Iterative Solvers - Conjugate Gradient, Krylov Methods, and Large-Scale ML

Reading time: ~22 minutes | Level: Numerical Methods → Large-Scale ML

You have a neural network with 100 million parameters. You want to use a second-order optimizer like K-FAC or natural gradient descent, which requires solving a linear system involving the Fisher information matrix. That matrix is $10^8 \times 10^8$ .

You cannot form it explicitly - it would require $10^{16}$ bytes of storage. You cannot use LU factorization - it would take $O(n^3) = O(10^{24})$ operations.

But you can compute matrix-vector products $Fv$ efficiently (just two forward passes through the network). And that is all iterative solvers need.

What You Will Learn

Why iterative methods succeed where direct methods fail for large systems
The conjugate gradient (CG) method: derivation and implementation
GMRES and other Krylov subspace methods
Preconditioning: the key to fast convergence
Applications to second-order optimization in ML
SciPy's sparse linear algebra interface

Part 1 - When Direct Methods Fail

The curse of scale

Direct methods (LU, QR, Cholesky) require:

Storage: $O(n^2)$ to store the matrix
Time: $O(n^3)$ to factorize

$n$	$O(n^2)$ storage (float32)	$O(n^3)$ FLOPs
$10^3$	4 MB	$10^9$ - feasible
$10^6$	4 TB	$10^{18}$ - years of computation
$10^8$	40 PB	impossible

For ML-scale problems, direct methods are fundamentally off the table.
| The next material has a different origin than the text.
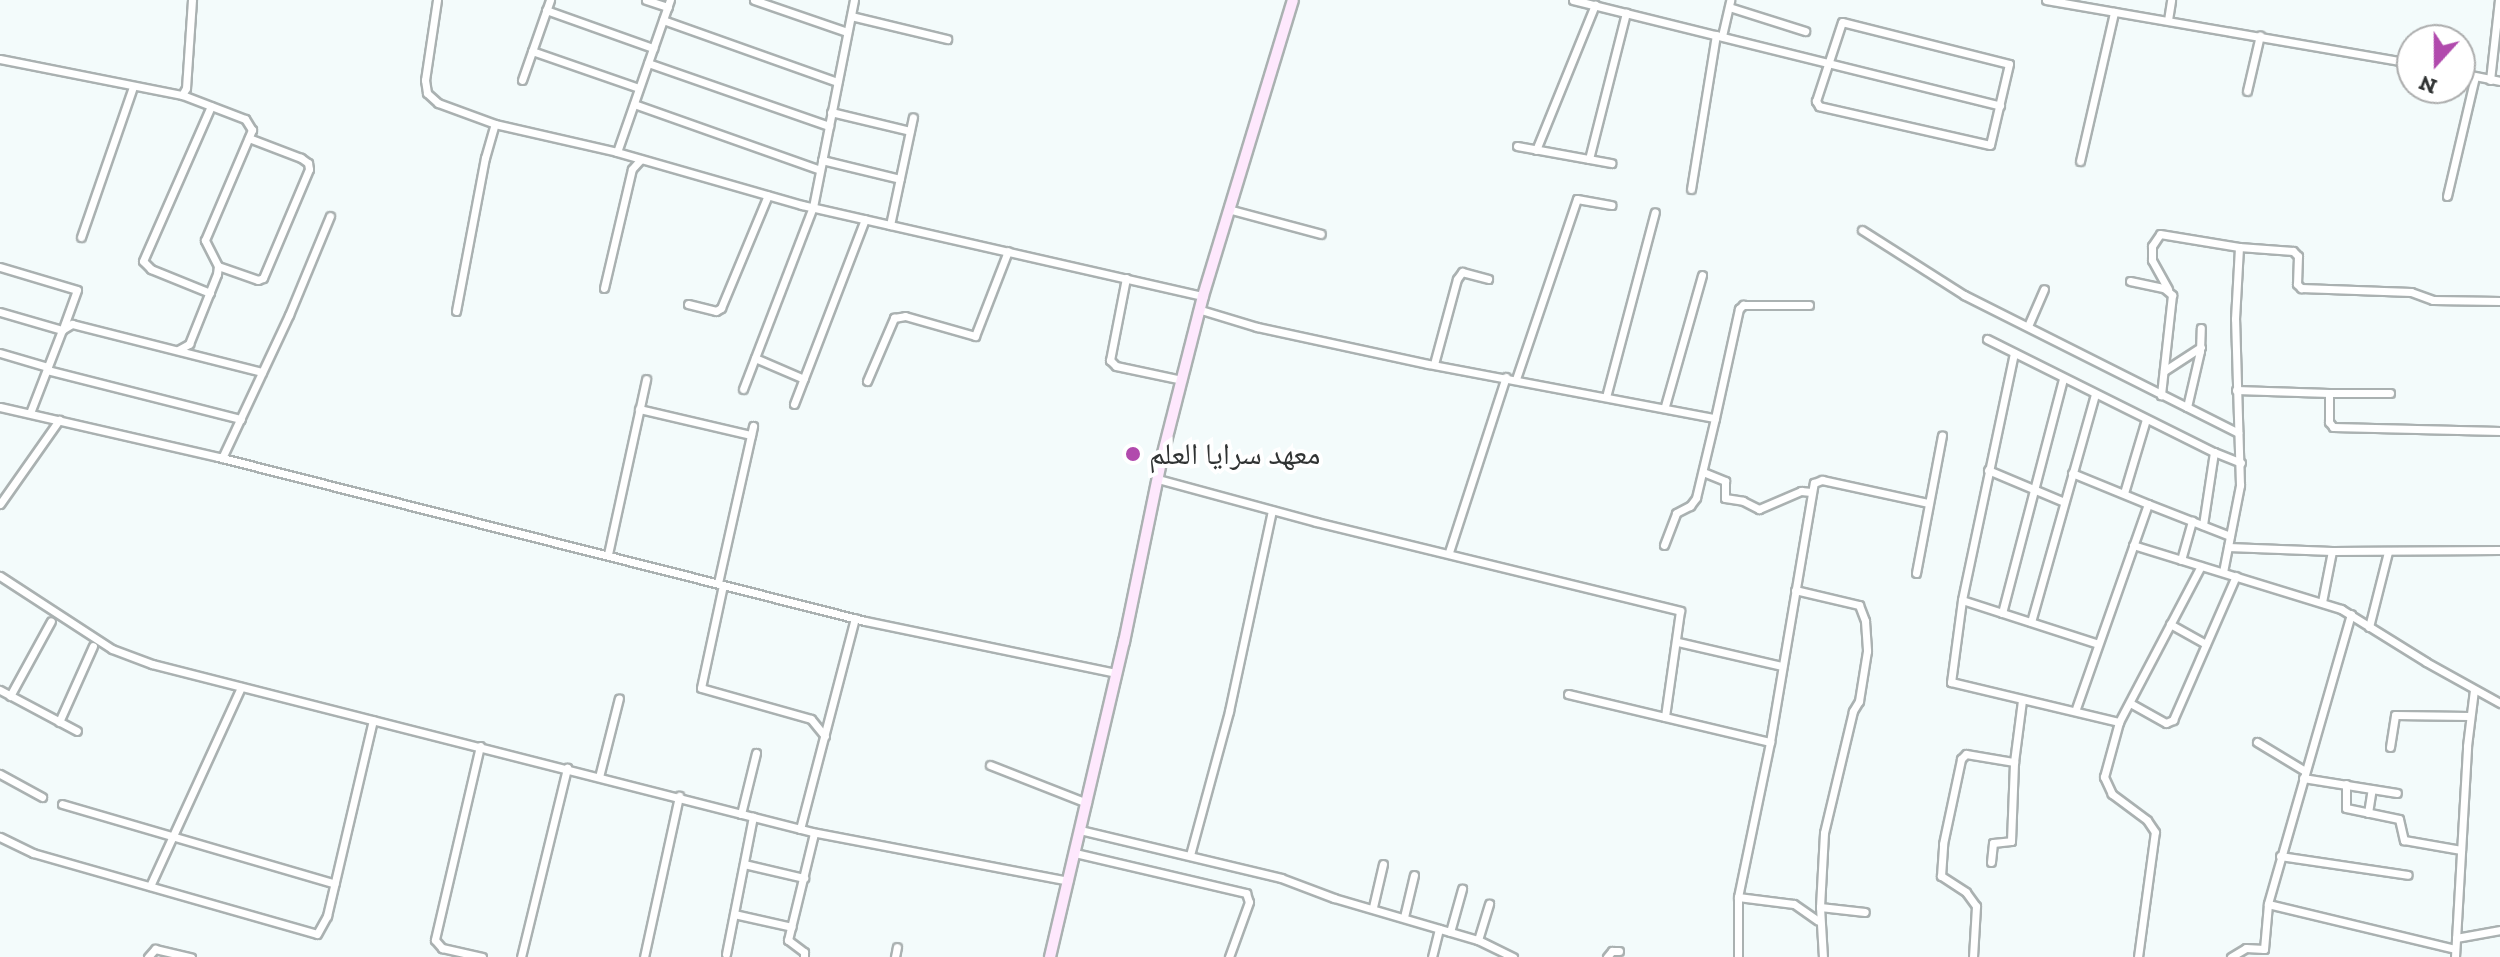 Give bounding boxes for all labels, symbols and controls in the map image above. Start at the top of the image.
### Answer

We need algorithms that:

Never form the full matrix explicitly
Converge to acceptable accuracy in far fewer than $n$ iterations
Only require matrix-vector products $Av$

The iterative idea

Start with initial guess $x_0$ . Generate a sequence:

$x_0 \to x_1 \to x_2 \to \cdots \to x^*$

where each $x_k$ better approximates the solution. Stop when the residual $r_k = b - Ax_k$ is small enough.

The simplest iterative method is gradient descent on the quadratic:

$\min_x f(x) = \frac{1}{2} x^T A x - b^T x \quad \Rightarrow \quad \nabla f = Ax - b$

This connects linear system solving directly to optimization - a natural bridge for ML engineers.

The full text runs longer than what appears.